If you’re looking for some extra help managing your finances, here are some of the best free financial apps I’ve come across:

The granddaddy of budgeting apps, Mint has been helping people track expenses and stick to a budget for over a decade – long before most of its competitors hit the market.

I remember linking my bank and credit accounts to Mint when I was still in my mid-20s and having a hard time reconciling my meager editorial salary with my taste for eating out. Mint’s colorful pie charts helped me visualize how much of my spending was going toward frivolous purchases in a way that scanning my bank accounts did not.

Mint also now sends you reminders when a bill is due and allows you to schedule payments straight from the app.

The Wally app is also a good choice if you want to track your purchases on your phone and visualize your budget, but don’t want to link your financial accounts.

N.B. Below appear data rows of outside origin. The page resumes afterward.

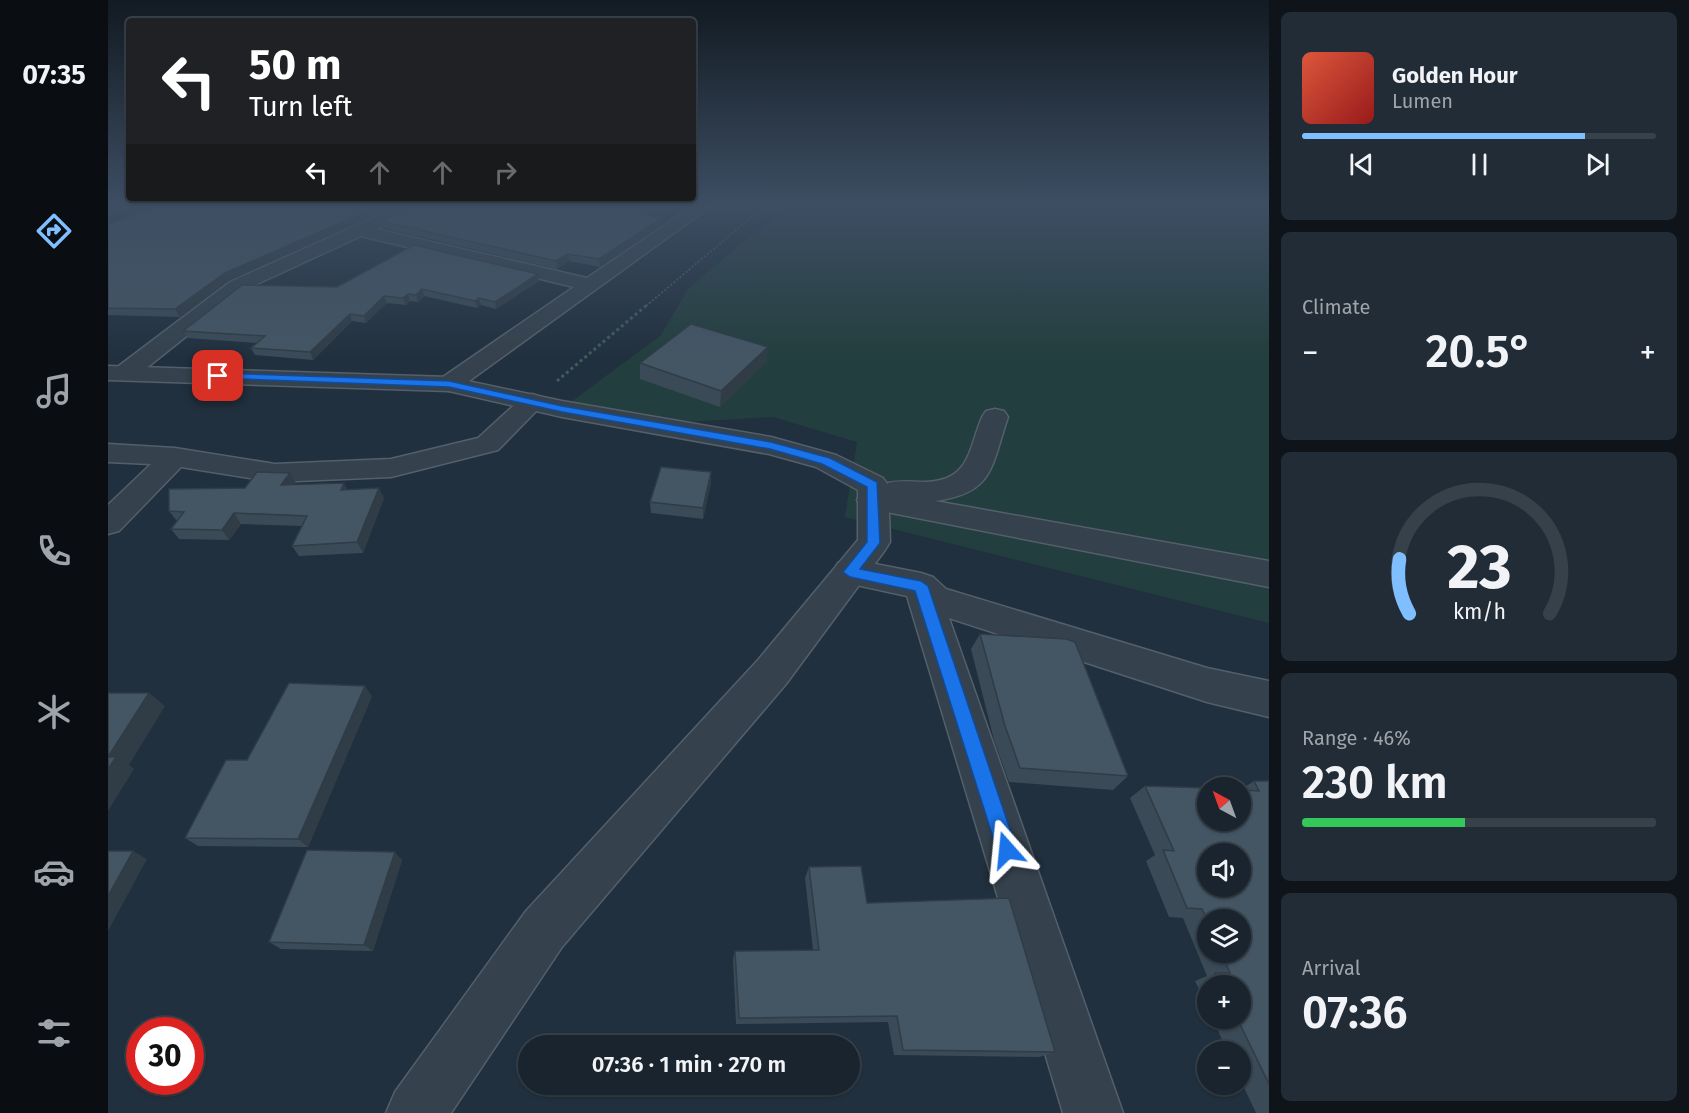 <!DOCTYPE html>
<meta charset="utf-8">
<style>
body{margin:0;font-family:"Fira Sans",sans-serif;background:#222c36;color:#f1f3f6;height:100vh;display:flex;flex-direction:column;font-size:22px;white-space:nowrap}
*{box-sizing:border-box;margin:0}
p{font-size:20px;color:#9fa4aa}
.icon{flex:none;width:33px;height:33px;fill:none;stroke:currentColor;stroke-width:2;stroke-linecap:round;stroke-linejoin:round}
.map{position:relative;flex:1;overflow:hidden}
.details{display:flex;flex-direction:column;gap:12px;padding:12px;background:#0e1419;width:420px}
.details>*{flex:none}
.guide{position:absolute;left:18px;top:18px;width:570px;height:183px;border-radius:6px;box-shadow:0 2px 4px #0004,0 0 0 2px #37414a;background:#202124;color:#fff;overflow:hidden}
.needle{width:39px;rotate:319deg}
.tools{position:absolute;left:1089px;top:777px;display:grid;gap:12px}
.tools a{display:grid;place-items:center;width:54px;height:54px;border-radius:50%;background:#19242e;box-shadow:0 2px 4px #0004,0 0 0 2px #37414a;font-size:30px}
.speed{position:absolute;left:18px;top:1017px;display:flex;gap:12px;font-size:30px;font-weight:700;text-align:center}
.speed>*{display:grid;place-content:center;width:78px;height:78px;border-radius:50%;background:#19242e;box-shadow:0 2px 4px #0004,0 0 0 2px #37414a;line-height:1}
.speed .limit{border:9px solid #d22;background:#fff;color:#111}
.pin{position:absolute;display:grid;place-items:center;width:51px;height:51px;color:#fff;margin:-26px;border-radius:12px;box-shadow:0 3px 9px #0006}
.me{position:absolute;width:66px;margin:-33px;rotate:342deg;stroke-linejoin:round;filter:drop-shadow(0 0 4px #0008)}
.turn{display:flex;align-items:center;gap:21px;height:126px;padding:0 24px;font-size:27px}
.turn .icon{width:78px;height:78px;stroke-width:2.5}
.turn b{display:block;font-size:42px;line-height:51px}
.lanes{display:flex;align-items:center;height:57px;padding:0 24px;background:#0003;justify-content:center;gap:30px;direction:ltr}
.lanes .off{opacity:.35}
.big{font-size:45px;font-weight:600;line-height:1.1}
.details .widget{flex:1;display:flex;flex-direction:column;justify-content:center;gap:9px;min-width:0;padding:0 21px;border-radius:9px;background:#222c36}
.details .dial{align-items:center;gap:0}
.dial svg{height:156px;overflow:visible;fill:none;stroke:#37414a;stroke-width:7;stroke-linecap:round;text-anchor:middle}
.dial text{fill:#f1f3f6;stroke:none}
.song{display:flex;align-items:center;gap:18px}
.cover{width:72px;height:72px;border-radius:9px;background:linear-gradient(135deg,hsl(10 70% 55%),hsl(0 70% 35%))}
.played{height:6px;border-radius:3px;background:linear-gradient(90deg,#7fbeff 80%,#37414a 80%)}
.keys{display:flex;justify-content:space-around;direction:ltr}
.heat{display:flex;justify-content:space-between;align-items:center;font-size:33px;direction:ltr}
.charge{height:9px;border-radius:4px;background:linear-gradient(90deg,#34c759 46%,#37414a 0)}
.trip{position:absolute;left:410px;top:1035px;width:342px;height:60px;border-radius:30px;background:#19242e;box-shadow:0 2px 4px #0004,0 0 0 2px #37414a;font-weight:600;line-height:60px;text-align:center}
main{display:flex;flex:1;min-height:0}
.tab-bar{display:flex;flex-direction:column;width:108px;justify-content:space-around;align-items:center;background:#0a0e12;color:#9fa4aa}
.tab-bar .icon{width:42px;height:42px}
.tab-bar .current{color:#7fbeff}
.tab-bar b{font-size:27px;color:#f1f3f6}
.map>svg:first-child{display:block}
</style>
<main>
<nav class="tab-bar">
<b>07:35</b>
<svg class="icon current" aria-label="directions" viewBox="0 0 24 24"><path d="M12 3l9 9-9 9-9-9zM9 14v-3h6M13 9l2 2-2 2"/></svg>
<svg class="icon" aria-label="music" viewBox="0 0 24 24"><path d="M9 18V5l10-2v13"/><circle cx="6" cy="18" r="3"/><circle cx="16" cy="16" r="3"/></svg>
<svg class="icon" aria-label="phone" viewBox="0 0 24 24"><path d="M5 4h4l2 5-3 2q2 4 5 5l2-3 5 2v4C11 20 4 13 5 4z"/></svg>
<svg class="icon" aria-label="climate" viewBox="0 0 24 24"><path d="M12 3v18M4 7l16 10M4 17L20 7"/></svg>
<svg class="icon" aria-label="car" viewBox="0 0 24 24"><path d="M5 17H2v-5l4-1 3-4h7l3 4 3 1v5h-3M9 17h6M6 11h13"/><circle cx="7" cy="17" r="2"/><circle cx="17" cy="17" r="2"/></svg>
<svg class="icon" aria-label="filters" viewBox="0 0 24 24"><path d="M4 7h16M4 17h16"/><circle cx="9" cy="7" r="2"/><circle cx="15" cy="17" r="2"/></svg>
</nav>
<div class="map">
<svg width="1161" height="1113" viewBox="0 0 1161 1113">
<rect width="100%" height="100%" fill="#21303e"/>
<polygon fill="#233e3e" points="689,204 1161,204 1161,623 737,517 749,442 665,417 544,424 455,408 553,335 580,289 641,237"/>
<g fill="none" stroke-linecap="round" stroke-linejoin="round">
<g stroke="#535f6b" stroke-width="3">
<g id="minor">
<polygon points="296,204 317,204 315,207 268,229 479,278 588,204 606,204 350,389 341,391 332,389 329,384 332,379 466,287 253,236 136,290 26,378 17,380 8,378 5,373 8,368 122,282"/>
<polygon points="424,394 433,397 437,402 390,450 283,477 167,482 73,467 11,531 0,534 0,505 43,464 0,462 0,444 67,448 167,464 283,459 370,438 415,397"/>
<path d="M887,409L896,411L900,417C883,466 887,493 827,501L1161,561V587L753,507L749,500L753,493L764,490L777,492L776,490L780,483C793,480 805,482 818,482C862,480 860,451 874,417L878,411Z"/>
<polygon points="742,559 813,573 825,577 838,589 1099,668 1161,681 1161,717 1099,702 841,618 1015,1113 955,1113 799,596 730,581 725,572 730,563"/>
</g>
</g>
<g stroke="#535f6b" stroke-width="3">
<polygon id="tertiary" points="0,366 341,377 454,401 663,437 728,455 775,478 780,485 782,542 777,550 678,684 454,947 343,1113 278,1113 287,1092 418,911 650,660 750,540 750,490 708,467 661,454 454,417 341,391 0,380"/>
</g>
<polyline stroke="#415b5b" stroke-width="2" stroke-dasharray="2 2" stroke-linecap="butt" points="538,306 659,204"/>
<polyline stroke="#415b5b" stroke-width="3" stroke-dasharray="3 3" stroke-linecap="butt" points="449,381 540,304"/>
<use href="#minor" fill="#35424d" fill-rule="evenodd"/>
<use href="#tertiary" fill="#35424d" fill-rule="evenodd"/>
</g>
<g fill="#3a4a56" fill-rule="evenodd">
<polygon points="56,204 292,204 121,280 72,317 0,315 0,224"/>
<polygon points="311,204 553,204 538,214 554,224 492,267 461,261 449,269 275,228 273,221"/>
<polygon points="431,281 388,309 373,305 369,308 316,296 310,302 302,301 298,305 279,303 258,323 244,321 205,360 147,355 143,348 149,343 80,338 75,331 229,287"/>
<polygon points="659,362 612,407 532,379 532,363"/>
<polygon points="182,473 188,483 187,484 240,489 276,498 255,553 191,556 184,546 194,526 133,524 121,540 71,539 63,529 69,521 61,511 137,488"/>
<polygon points="603,483 595,519 543,513 542,502"/>
<polygon points="872,634 1020,776 1005,790 901,782 886,740 863,649"/>
<polygon points="264,696 200,847 90,846 77,838 139,760"/>
<path d="M1146,781H1161V1113H1148L1132,1079V1052H1120L1104,1018H1132V986H1100V1008L1087,981L1099,976L1075,918L1061,917L1038,861L1047,855L1022,798L1037,786L1132,790ZM1100,920L1132,952H1100Z"/>
<polygon points="294,860 265,951 173,949 161,942"/>
<polygon points="701,867 759,903 947,1052 931,1057 786,1055 780,1022 628,1024 625,959 627,951 705,950 697,878"/>
</g>
<g fill="#303c46">
<polygon points="15,204 37,204 0,218 0,209"/>
<polygon points="275,204 292,204 121,280 72,317 67,309 117,273"/>
<polygon points="543,204 553,204 530,220 530,213"/>
<polygon points="554,218 554,224 492,267 491,259"/>
<polygon points="460,254 461,261 449,269 448,261"/>
<polygon points="430,274 431,281 388,309 387,302"/>
<polygon points="314,289 316,296 310,302 308,295"/>
<polygon points="300,294 302,301 298,305 295,298"/>
<polygon points="276,296 279,303 258,323 256,316"/>
<polygon points="371,298 373,305 369,308 367,301"/>
<polygon points="242,314 244,321 205,360 202,352"/>
<polygon points="660,347 659,362 612,407 613,391"/>
<polygon points="603,472 603,483 595,519 595,508"/>
<polygon points="182,473 188,483 179,495 173,485"/>
<polygon points="236,483 241,493 233,490"/>
<polygon points="271,488 276,498 255,553 249,542"/>
<polygon points="126,513 133,524 121,540 114,530"/>
<polygon points="257,686 264,696 200,847 190,839"/>
<polygon points="41,693 57,706 21,765 26,769 0,811 0,757"/>
<polygon points="25,851 39,859 0,931 0,896"/>
<polygon points="287,852 294,860 265,951 256,945"/>
</g>
<g fill="#445664" stroke="#303c46" stroke-width="1.5" fill-rule="evenodd">
<polygon points="0,204 15,204 0,209"/>
<polygon points="56,204 275,204 117,273 67,309 0,308 0,224"/>
<polygon points="311,204 543,204 530,213 554,218 491,259 460,254 448,261 273,221"/>
<polygon points="306,245 430,274 387,302 371,298 367,301 314,289 308,295 300,294 295,298 276,296 256,316 242,314 202,352 143,348 157,336 75,331 134,285 229,287"/>
<polygon points="583,324 660,347 613,391 532,363"/>
<polygon points="553,467 603,472 595,508 542,502"/>
<polygon points="149,472 182,473 173,485 236,483 233,490 271,488 249,542 184,546 199,516 126,513 114,530 63,529 76,512 61,511 61,489 137,488"/>
<polygon points="872,634 958,639 967,642 1020,776 912,768 897,726"/>
<polygon points="181,683 257,686 190,839 77,838 118,760 139,760"/>
<polygon points="0,693 41,693 0,757 8,757 0,769"/>
<path d="M1146,781H1161V1084L1129,1018H1132V986H1113L1107,973H1122L1113,952H1132V920H1100V921L1094,909L1079,908L1055,850L1066,851L1037,786L1100,788V820H1132V790L1151,791ZM1100,854H1132V886H1100Z"/>
<polygon points="199,850 287,852 256,945 161,942"/>
<polygon points="0,851 25,851 0,896"/>
<polygon points="753,866 759,903 901,898 947,1052 795,1050 789,1016 631,1018 627,951 711,950 701,867"/>
</g>
<linearGradient id="sky" x2="0" y2="1"><stop stop-color="#121a22"/><stop offset="0.57" stop-color="#3d4e63"/><stop offset="1" stop-color="#3d4e63" stop-opacity="0"/></linearGradient>
<rect width="1161" height="359" fill="url(#sky)"/>
<polygon fill="#1a73e8" stroke="#114b97" stroke-width="1.5" points="110,373 341,381 454,406 663,442 722,458 769,482 772,543 752,569 813,581 820,586 909,850 906,857 899,859 892,857 889,850 807,591 742,577 735,572 759,542 759,487 714,464 662,449 454,412 341,387 106,378 106,374"/>
</svg>
<div class="tools">
<a><svg class="needle" viewBox="-14 -14 28 28"><path d="M0-13l5 13h-10z" fill="#e53935"/><path d="M0 13l5-13h-10z" fill="#9fa4aa"/></svg></a>
<a><svg class="icon" aria-label="sound" viewBox="0 0 24 24"><path d="M4 9h4l5-4v14l-5-4H4zM17 9q2 3 0 6"/></svg></a>
<a><svg class="icon" aria-label="layers" viewBox="0 0 24 24"><path d="M12 4l9 5-9 5-9-5zM3 14l9 5 9-5"/></svg></a>
<a>+</a>
<a>−</a>
</div>
<div class="speed"><div class="limit">30</div></div>
<div class="pin" style="left:110px;top:376px;background:#d93025"><svg class="icon" aria-label="arrive" viewBox="0 0 24 24"><path d="M6 21V4h12l-3 4 3 4H6"/></svg></div>
<svg class="me" style="left:899px;top:850px" viewBox="-20 -20 40 40"><path d="M0-17L14 15 0 8-14 15z" fill="#1a73e8" stroke="#fff" stroke-width="4"/></svg>
<div class="trip">07:36 · 1 min · 270 m</div>
<div class="guide">
<div class="turn"><svg class="icon" aria-label="left" viewBox="0 0 24 24"><path d="M17 20v-9H6M10 6l-5 5 5 5"/></svg><div><b>50 m</b>Turn left</div></div>
<div class="lanes"><svg class="icon" aria-label="left" viewBox="0 0 24 24"><path d="M17 20v-9H6M10 6l-5 5 5 5"/></svg><svg class="icon off" aria-label="ahead" viewBox="0 0 24 24"><path d="M12 20V5M6 11l6-6 6 6"/></svg><svg class="icon off" aria-label="ahead" viewBox="0 0 24 24"><path d="M12 20V5M6 11l6-6 6 6"/></svg><svg class="icon off" aria-label="right" viewBox="0 0 24 24"><path d="M7 20v-9h11M14 6l5 5-5 5"/></svg></div>
</div>
</div>
<section class="details">
<div class="widget">
<div class="song"><i class="cover"></i><div><b>Golden Hour</b><p>Lumen</p></div></div>
<div class="played"></div>
<div class="keys"><svg class="icon" aria-label="previous" viewBox="0 0 24 24"><path d="M18 5L8 12l10 7zM5 5v14"/></svg><svg class="icon" aria-label="pause" viewBox="0 0 24 24"><path d="M8 5v14M16 5v14"/></svg><svg class="icon" aria-label="next" viewBox="0 0 24 24"><path d="M6 5l10 7-10 7zM19 5v14"/></svg></div>
</div>
<div class="widget"><p>Climate</p>
<div class="heat"><a>−</a><b class="big">20.5°</b><a>+</a></div>
</div>
<div class="widget dial"><svg viewBox="0 0 100 80">
<path d="M14 69A42 42 0 1 1 86 69"/>
<path d="M14 69A42 42 0 0 1 9 41" stroke="#7fbeff"/>
<text x="50" y="56" font-size="32" font-weight="700">23</text>
<text x="50" y="72" font-size="11">km/h</text>
</svg></div>
<div class="widget"><p>Range · 46%</p><b class="big">230 km</b><div class="charge"></div></div>
<div class="widget"><p>Arrival</p><b class="big">07:36</b></div>
</section>
</main>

Rather than download data from your credit card and bank accounts, Wally uses only data you enter. Like other expense tracking apps, it makes it easy to track spending, monitor your progress and visualize how close you are to achieving your goals.

In addition, Wally lets you compare your progress by automatically comparing spending and saving patterns with other users who are near your age and share a similar income.

The biggest downside is you have to manually enter your expenses or scan a receipt, which can be tedious. However, if you make a habit of entering what you spend, you may find yourself becoming more mindful of your purchases.

Dollarbird, similar to Wally, doesn’t require you to link your accounts. Instead, you input your spending and expenses yourself. But what sets Dollarbird apart from other apps is its calendar interface, which displays your daily spending in a monthly calendar format rather than a chart.

What makes this so useful is that it helps you see how you’re spending money over a period of time and get a sense of whether there’s a pattern to your choices.

If you tend to be an emotional spender, for example, this can help you think back to specific moments or events that might have set you off.

Another cool feature: Dollarbird lets you “schedule” upcoming expenses, so you have a better idea of how much cash you’ll have available.

Qapital is a good app for the goal-oriented and for people who like to “gamify” their lives.

Qapital helps you boost your savings by setting aside money in an FDIC-insured Qapital account each time you’ve taken a specific action and marked it in the app.

The app is fully customizable and allows you to spell out goals you’re striving to achieve as well as specific “rules” you’ll follow in your quest to increase your savings.

So, for example, you can configure the app so that it sets aside $15 each time you’ve eaten at home instead of ordered takeout. Or you can have it put $5 into your rainy day fund each time it rains.

Qapital has a of whimsical suggestions for how you can use the app to make saving money more fun.

Prism is an ideal app for people like me who need help remembering when a bill is due, but don’t want to put all their bills on autopay.

Prism’s interface, like Wally’s, is relatively simple to use, but what sets this app apart is its focus on organizing and keeping track of your bills.

The app helps you visualize when bills are due and sends reminders so you are unlikely to forget to pay them.

Prism also lets you pay bills directly through the app. To get the most out of this app, you’ll have to set aside time to input all your bills, but Prism makes the process relatively painless.

FileThis may be a good alternative if you need help tracking bills, but don’t want to only use your phone.

You can use FileThis on your laptop, desktop, phone or tablet to help organize your statements and keep all your bills in one place.

Prism automatically downloads your statements for you so you don’t have to waste time digging for them. It also makes it easy to upload receipts as soon as you receive them.

In addition, the FileThis app will send you bill reminders so you don’t miss paying your bills, dinging your credit.

No matter which personal finance apps you choose, make sure you follow through and use them.

It is easy to download a lot of apps and then forget to use them or put off setting them up. But if you’re serious about cleaning up your finances, take the time to set one or two up and really use them.